Наконец музыканты перестали дудеть, хор затих, но, словно в тайге, еще слышится отдаленное глухое гуденье да поднятый легкими порывами ветра шелест листьев в осиннике, — это сотни лам читают молитвы в честь святого Богды-хана.
Воуль распластался на полу, не подымает голову, не дышит. Весь дрожит, судорожно стянуты его руки, ноги.
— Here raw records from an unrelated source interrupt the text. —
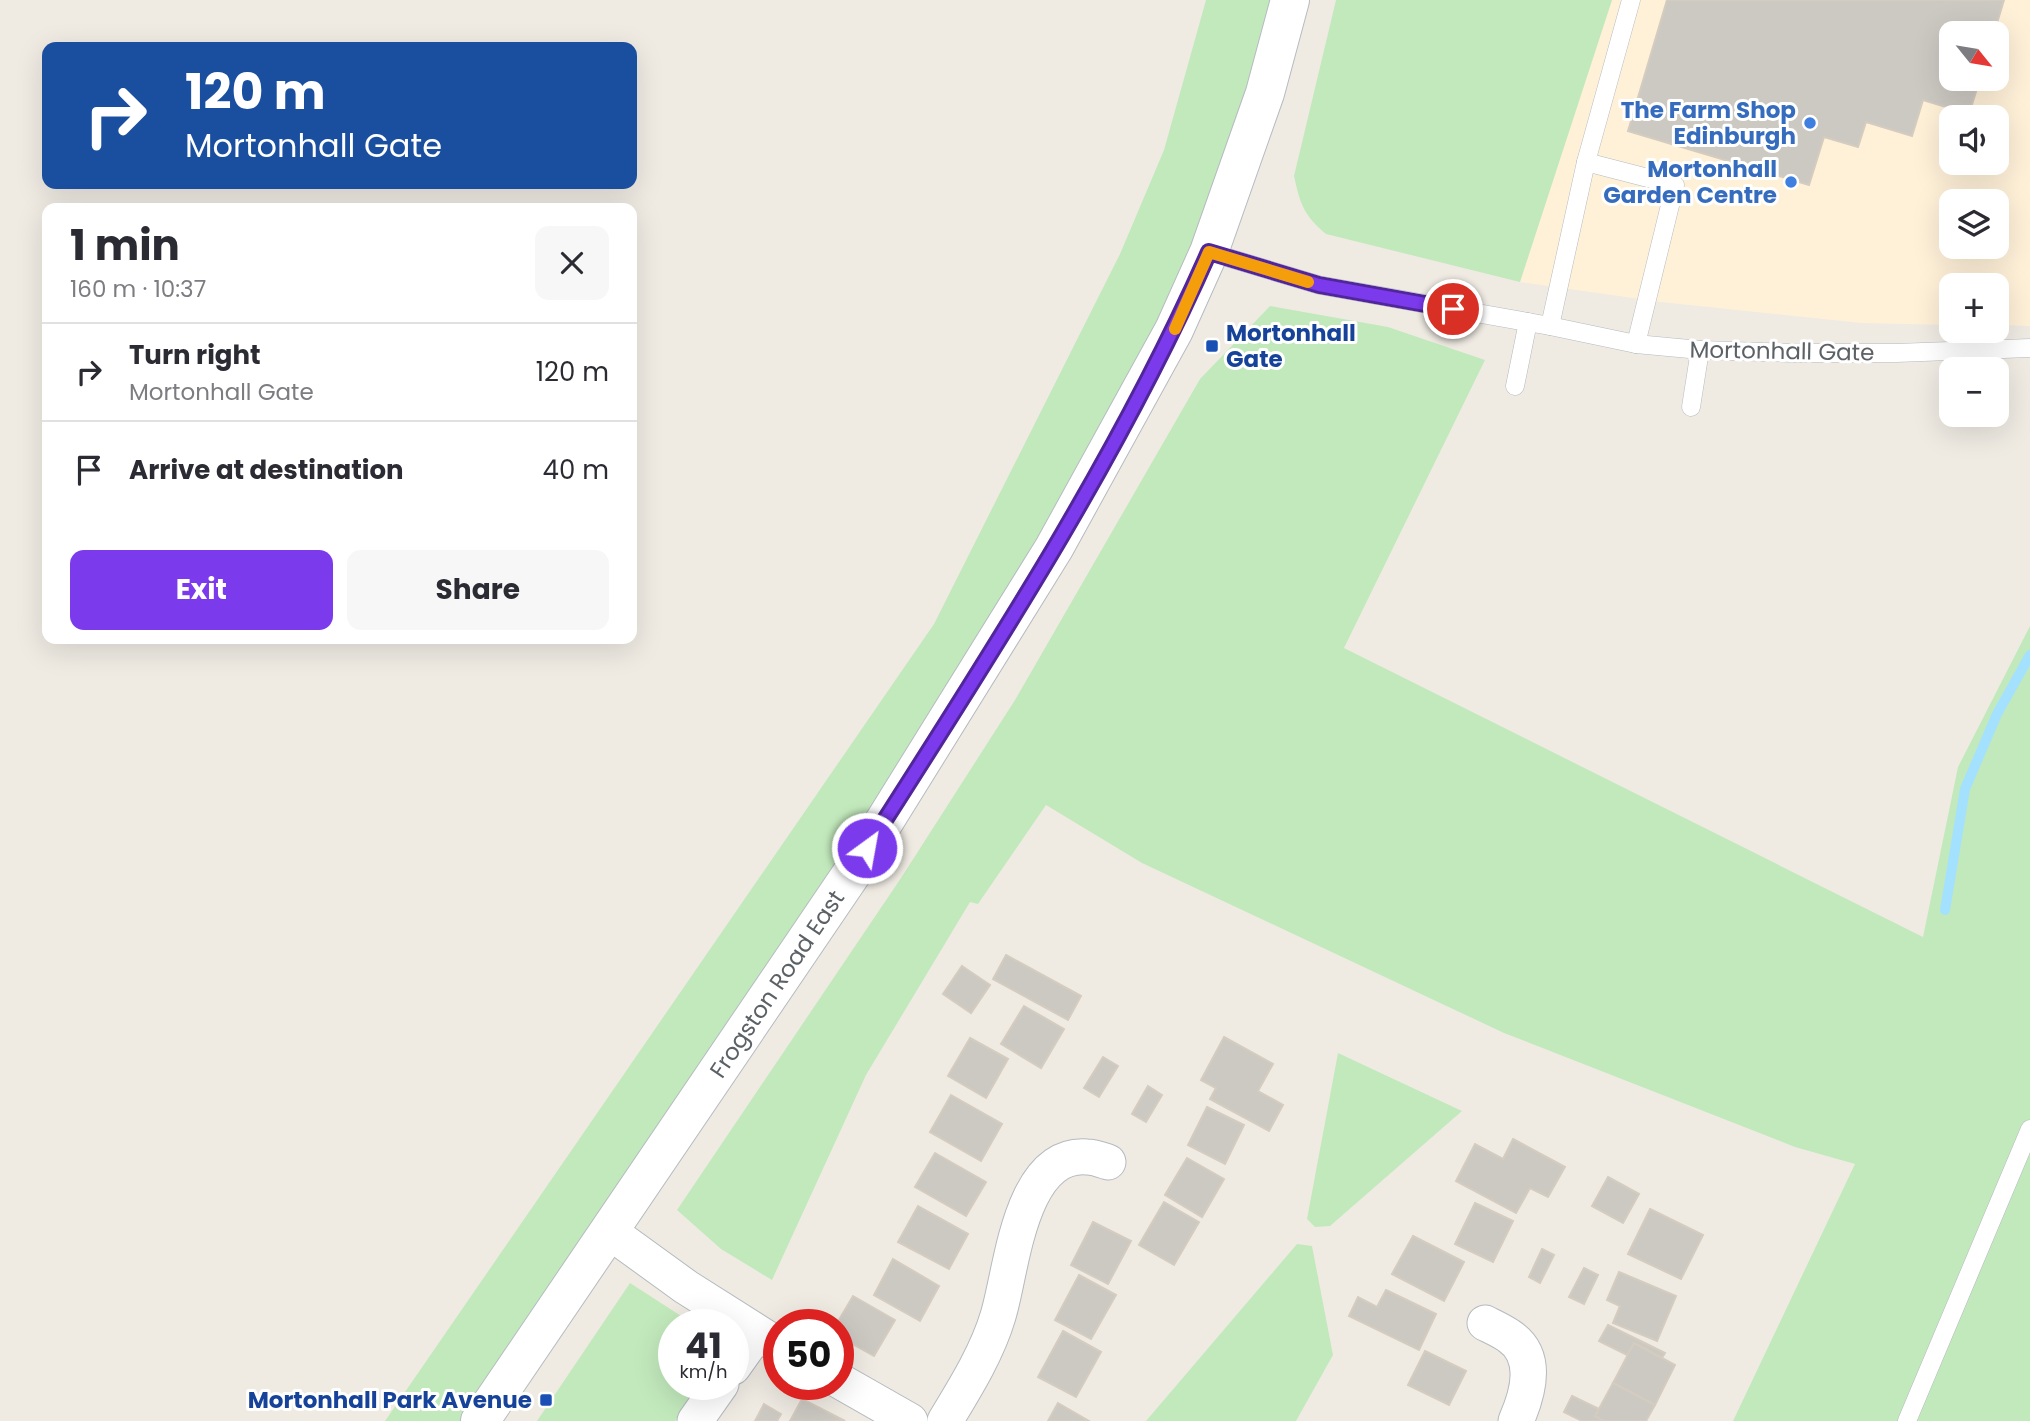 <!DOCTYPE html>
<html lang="en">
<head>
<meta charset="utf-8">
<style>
	:root { --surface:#fff; --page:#f7f7f7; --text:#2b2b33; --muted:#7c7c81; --line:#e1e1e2; --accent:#7c3aed }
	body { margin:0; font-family:Poppins,sans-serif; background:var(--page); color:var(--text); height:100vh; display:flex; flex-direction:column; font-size:26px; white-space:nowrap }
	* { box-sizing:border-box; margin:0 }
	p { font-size:23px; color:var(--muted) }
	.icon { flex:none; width:38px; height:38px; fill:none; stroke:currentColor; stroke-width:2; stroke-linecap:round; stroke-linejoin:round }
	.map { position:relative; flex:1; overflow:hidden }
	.side { position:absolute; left:42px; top:203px; width:595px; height:441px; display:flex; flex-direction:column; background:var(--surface); border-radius:14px; box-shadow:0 7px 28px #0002 }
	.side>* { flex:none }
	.hud { position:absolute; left:42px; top:42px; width:595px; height:147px; border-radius:14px; box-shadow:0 7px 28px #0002; background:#1a4fa0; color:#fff; overflow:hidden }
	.needle { width:46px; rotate:120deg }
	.fabs { position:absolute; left:1939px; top:21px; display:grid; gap:14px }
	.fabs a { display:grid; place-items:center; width:70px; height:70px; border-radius:14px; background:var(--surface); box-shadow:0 7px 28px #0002; font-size:35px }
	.speed { position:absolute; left:658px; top:1309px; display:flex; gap:14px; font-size:35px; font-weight:700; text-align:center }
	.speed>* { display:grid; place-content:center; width:91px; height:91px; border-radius:50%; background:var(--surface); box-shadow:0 7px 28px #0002; line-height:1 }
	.speed small { font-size:18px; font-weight:400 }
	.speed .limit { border:10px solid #d22; background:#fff; color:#111 }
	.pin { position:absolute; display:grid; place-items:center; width:60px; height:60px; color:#fff; margin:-30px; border:4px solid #fff; border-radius:50%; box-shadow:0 2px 7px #0007 }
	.me { position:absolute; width:77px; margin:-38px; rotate:32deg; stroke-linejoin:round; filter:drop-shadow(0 0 5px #0008) }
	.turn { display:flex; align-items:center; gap:24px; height:147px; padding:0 28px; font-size:32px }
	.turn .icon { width:91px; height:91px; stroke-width:2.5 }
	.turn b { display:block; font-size:49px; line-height:60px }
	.round { display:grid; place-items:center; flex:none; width:74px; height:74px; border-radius:14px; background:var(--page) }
	.head { display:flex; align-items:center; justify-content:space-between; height:119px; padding:0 28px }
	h1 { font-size:42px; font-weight:700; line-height:52px }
	.primary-button { display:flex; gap:14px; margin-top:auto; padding:14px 28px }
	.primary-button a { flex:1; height:80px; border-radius:14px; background:var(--accent); color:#fff; font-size:28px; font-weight:700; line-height:80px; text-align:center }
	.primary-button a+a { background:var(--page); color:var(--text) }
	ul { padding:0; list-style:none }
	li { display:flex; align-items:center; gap:21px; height:98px; padding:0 28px; border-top:2px solid var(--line) }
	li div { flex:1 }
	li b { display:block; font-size:26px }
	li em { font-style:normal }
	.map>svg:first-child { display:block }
	.commercial { fill:#fff1d8; fill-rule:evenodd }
	.green { fill:#c2e9bc }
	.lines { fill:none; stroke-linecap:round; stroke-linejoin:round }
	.stream { stroke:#a3e1ff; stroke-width:10 }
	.building { fill:#ccc8c2; stroke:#d5ccc0; stroke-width:2 }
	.lane-casing { stroke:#b5babe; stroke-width:19 }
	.street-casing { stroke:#b5babe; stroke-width:37 }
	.secondary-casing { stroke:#b6bbc1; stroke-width:40 }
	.lane { stroke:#fff; stroke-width:18 }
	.street { stroke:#fff; stroke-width:35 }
	.secondary { stroke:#fff; stroke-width:38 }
	.route-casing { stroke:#51269a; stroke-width:18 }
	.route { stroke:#7c3aed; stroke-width:12 }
	.slow { stroke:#f59e0b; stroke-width:12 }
	.shop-dot { fill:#3f7fe0; stroke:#fff; stroke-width:2.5 }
	.transit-dot { fill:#1a4fb4; stroke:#fff; stroke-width:2.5 }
	.labels { text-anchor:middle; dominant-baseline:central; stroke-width:6; stroke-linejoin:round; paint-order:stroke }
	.shop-label { font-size:23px; font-weight:bold; fill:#366cbe; stroke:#fff; text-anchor:end }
	.transit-label { font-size:23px; font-weight:bold; fill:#164399; stroke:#fff; text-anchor:start }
	.street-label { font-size:23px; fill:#5b6165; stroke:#fff }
</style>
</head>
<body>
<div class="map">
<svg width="2030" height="1421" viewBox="0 0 2030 1421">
	<rect width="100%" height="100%" fill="#efebe3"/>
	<!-- commercial -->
	<path class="commercial" d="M1612 0H2030V326L1997 325V285H1951V325L1862 323 1661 302 1520 282ZM1951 33H1997V79H1951ZM1951 117H1997V163H1951ZM1951 201H1997V247H1951Z"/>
	<!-- green -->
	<g class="green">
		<path d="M1206 0H1290L1131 409 480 1421H385L934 624 1120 254 1164 150Z"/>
		<path d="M1336 0H1612L1520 282 1326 234C1304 216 1300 204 1294 176Z"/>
		<path d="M1270 306 1388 327 1485 360 1344 648 1923 937 1958 767 2030 626V1421H1733L1855 1164 1795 1147 1504 1033 1142 863 1046 805 978 904 970 902 866 1075 772 1280 721 1249 677 1210 901 878 1015 700 1200 379Z"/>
		<path d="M1338 1053 1462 1111 1330 1226 1315 1227 1307 1219Z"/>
		<path d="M1297 1244 1312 1246 1333 1355 1296 1421H1146Z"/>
		<path d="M630 1283 695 1325H674V1384H701L675 1421H537Z"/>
	</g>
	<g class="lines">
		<!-- stream -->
		<path class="stream" d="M1945 910 1965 789 1997 714 2030 655"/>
	</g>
	<!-- building -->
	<g class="building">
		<path d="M1667 0H2004L1994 33H1951V79H1980L1969 114 1923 100 1912 136 1866 122 1858 147 1824 137 1809 185 1628 131Z"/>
		<path d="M1006 955 1081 996 1068 1020 993 979Z"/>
		<path d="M962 966 990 985 971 1013 943 994Z"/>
		<path d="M1024 1006 1064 1029 1041 1068 1001 1044Z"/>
		<path d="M1224 1037 1273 1064 1258 1091 1283 1105 1269 1131 1210 1099 1216 1088 1201 1080Z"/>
		<path d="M970 1038 1008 1059 986 1098 948 1076Z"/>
		<path d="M1103 1057 1118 1066 1099 1097 1084 1088Z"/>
		<path d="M1148 1086 1162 1095 1146 1122 1132 1114Z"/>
		<path d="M951 1095 1002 1124 981 1161 930 1132Z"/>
		<path d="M1207 1107 1244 1125 1225 1164 1188 1145Z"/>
		<path d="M1513 1139 1565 1167 1548 1197 1530 1188 1516 1213 1456 1181 1475 1144 1503 1159Z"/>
		<path d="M935 1153 986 1182 966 1216 915 1187Z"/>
		<path d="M1187 1158 1224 1179 1202 1217 1165 1195Z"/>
		<path d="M1608 1177 1639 1194 1623 1223 1592 1206Z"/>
		<path d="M1164 1202 1199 1222 1174 1265 1139 1245Z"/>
		<path d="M1475 1203 1513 1221 1493 1262 1455 1244Z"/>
		<path d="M918 1206 968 1234 949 1269 898 1242Z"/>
		<path d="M1650 1209 1703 1235 1681 1279 1628 1254Z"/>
		<path d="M1093 1222 1131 1241 1108 1284 1071 1265Z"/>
		<path d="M1413 1236 1464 1262 1444 1301 1392 1274Z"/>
		<path d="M1542 1249 1554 1255 1540 1283 1529 1277Z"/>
		<path d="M893 1259 939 1286 920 1321 874 1295Z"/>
		<path d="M1584 1268 1598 1275 1584 1304 1569 1297Z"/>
		<path d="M1619 1272 1676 1296 1657 1341 1613 1323 1620 1306 1607 1300Z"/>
		<path d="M1079 1275 1116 1295 1091 1339 1055 1320Z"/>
		<path d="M1386 1290 1436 1314 1419 1350 1349 1316 1358 1297 1377 1307Z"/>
		<path d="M853 1296 895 1320 874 1356 838 1336V1325H836Z"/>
		<path d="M1608 1325 1665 1353 1662 1358 1634 1343 1627 1355 1599 1341Z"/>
		<path d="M1063 1331 1101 1352 1076 1397 1038 1377Z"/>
		<path d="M1634 1343 1675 1365 1655 1405 1613 1383Z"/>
		<path d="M1425 1351 1466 1371 1449 1405 1408 1385Z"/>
		<path d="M1613 1383 1655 1405 1646 1421H1604L1595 1416Z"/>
		<path d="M1572 1396 1599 1409 1595 1416 1604 1421H1582L1564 1412Z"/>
		<path d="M802 1399 845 1421H790Z"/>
		<path d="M1058 1403 1089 1421H1048Z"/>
		<path d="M764 1404 781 1414 777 1421H755Z"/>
	</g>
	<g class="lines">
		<!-- lane casing -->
		<g class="lane-casing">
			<g id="lane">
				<path d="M1586 162 1631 0"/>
				<path d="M1209 252 1319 285 1550 326 1636 344 1700 350 1794 353H1896L2030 348"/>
				<path d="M1550 326 1586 162 1675 185 1636 344"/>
				<path d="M1515 386 1528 322"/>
				<path d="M1691 407 1700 350"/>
				<path d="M1907 1421 2030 1129"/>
			</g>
		</g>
		<!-- street casing -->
		<g class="street-casing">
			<g id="street">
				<path d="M610 1232 686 1287 779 1346"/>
				<path d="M1485 1323C1493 1327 1502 1331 1509 1336 1539 1356 1528 1394 1516 1421"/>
				<path d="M733 1367 757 1333"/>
				<path d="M838 1380 910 1421"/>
				<path d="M695 1421 721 1384"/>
				<path d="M945 1421C965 1388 987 1353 998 1316 1012 1271 1019 1152 1087 1157 1094 1157 1102 1160 1108 1162"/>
			</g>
		</g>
		<!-- secondary casing -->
		<g class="secondary-casing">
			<path id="secondary" d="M480 1421 856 867 1054 548 1174 330 1209 252 1265 93 1290 0"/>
		</g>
		<!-- lane -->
		<use href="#lane" class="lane"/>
		<!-- street -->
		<use href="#street" class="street"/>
		<!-- secondary -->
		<use href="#secondary" class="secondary"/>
	</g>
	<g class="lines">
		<!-- route casing -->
		<g class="route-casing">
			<path id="route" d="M867 848C990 655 1117 461 1209 252L1319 285 1453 309"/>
		</g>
		<!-- route -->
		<use href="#route" class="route"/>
		<!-- slow -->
		<path class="slow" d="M1175 329 1209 252 1308 282"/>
	</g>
	<!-- markers -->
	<g class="shop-dot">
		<circle cx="1810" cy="123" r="7"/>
		<circle cx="1791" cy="182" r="7"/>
	</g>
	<g class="transit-dot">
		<rect x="1205" y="339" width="14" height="14" rx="3.5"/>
		<rect x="539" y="1393" width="14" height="14" rx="3.5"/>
	</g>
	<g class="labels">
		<!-- shop labels -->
		<g class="shop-label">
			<text x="1796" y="110">The Farm Shop<tspan x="1796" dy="26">Edinburgh</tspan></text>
			<text x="1777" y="169">Mortonhall<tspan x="1777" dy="26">Garden Centre</tspan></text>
		</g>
		<!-- transit labels -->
		<g class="transit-label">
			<text x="1226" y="333">Mortonhall<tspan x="1226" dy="26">Gate</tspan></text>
			<text x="532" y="1400" text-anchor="end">Mortonhall Park Avenue</text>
		</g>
		<!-- street labels -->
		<g class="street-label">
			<text transform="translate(1782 351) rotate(1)">Mortonhall Gate</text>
			<text transform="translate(777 984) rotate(-56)">Frogston Road East</text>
		</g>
	</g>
</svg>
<div class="fabs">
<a><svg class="needle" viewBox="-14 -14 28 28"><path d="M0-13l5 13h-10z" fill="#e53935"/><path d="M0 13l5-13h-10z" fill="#7c7c81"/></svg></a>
<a><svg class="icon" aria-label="sound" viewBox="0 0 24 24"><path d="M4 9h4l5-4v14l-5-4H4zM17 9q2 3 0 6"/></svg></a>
<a><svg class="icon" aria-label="layers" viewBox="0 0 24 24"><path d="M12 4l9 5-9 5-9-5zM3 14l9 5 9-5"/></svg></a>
<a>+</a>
<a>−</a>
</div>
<div class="speed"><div>41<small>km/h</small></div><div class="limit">50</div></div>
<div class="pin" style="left:1453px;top:309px;background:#d93025"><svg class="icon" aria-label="arrive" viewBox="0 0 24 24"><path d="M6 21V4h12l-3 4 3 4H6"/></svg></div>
<svg class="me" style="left:867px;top:848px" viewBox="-20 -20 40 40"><circle r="17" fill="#7c3aed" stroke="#fff" stroke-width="3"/><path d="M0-11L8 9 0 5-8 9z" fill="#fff"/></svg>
<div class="hud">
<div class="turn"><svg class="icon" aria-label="right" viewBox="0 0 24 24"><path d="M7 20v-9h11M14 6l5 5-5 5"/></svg><div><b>120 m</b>Mortonhall Gate</div></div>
</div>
<section class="side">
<div class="head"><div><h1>1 min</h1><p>160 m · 10:37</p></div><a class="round"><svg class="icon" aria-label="close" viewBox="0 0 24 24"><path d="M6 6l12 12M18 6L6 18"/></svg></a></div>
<ul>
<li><svg class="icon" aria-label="right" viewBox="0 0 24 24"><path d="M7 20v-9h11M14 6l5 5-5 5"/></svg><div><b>Turn right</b><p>Mortonhall Gate</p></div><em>120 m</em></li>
<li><svg class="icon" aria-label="arrive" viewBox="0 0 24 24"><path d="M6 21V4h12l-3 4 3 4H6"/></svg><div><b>Arrive at destination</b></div><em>40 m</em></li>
</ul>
<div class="primary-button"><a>Exit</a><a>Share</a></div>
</section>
</div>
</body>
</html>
Волчонок тихонько толкнул старика в бок. Но тот и не почувствовал. «Не умер бы бабай… И с чего бы так убивать себя молитвой?.. Богды-хан так же шел, как и другие ламы, как все люди. Наверно, так же ест, пьет, до ветру ходит и баб любит… а почему тогда его называют живым богом?.. Хошь бы взял да пролетел над людьми, раз он бог», — думает таежник.
Волчонок, позабывшись, поднялся на колени, удивленно и открыто уставился на живого бога. И внезапно встретился с его острыми колючими глазками… Сразу же к нему подскочил один из телохранителей и со всего плеча хлестнул бичом вдоль спины…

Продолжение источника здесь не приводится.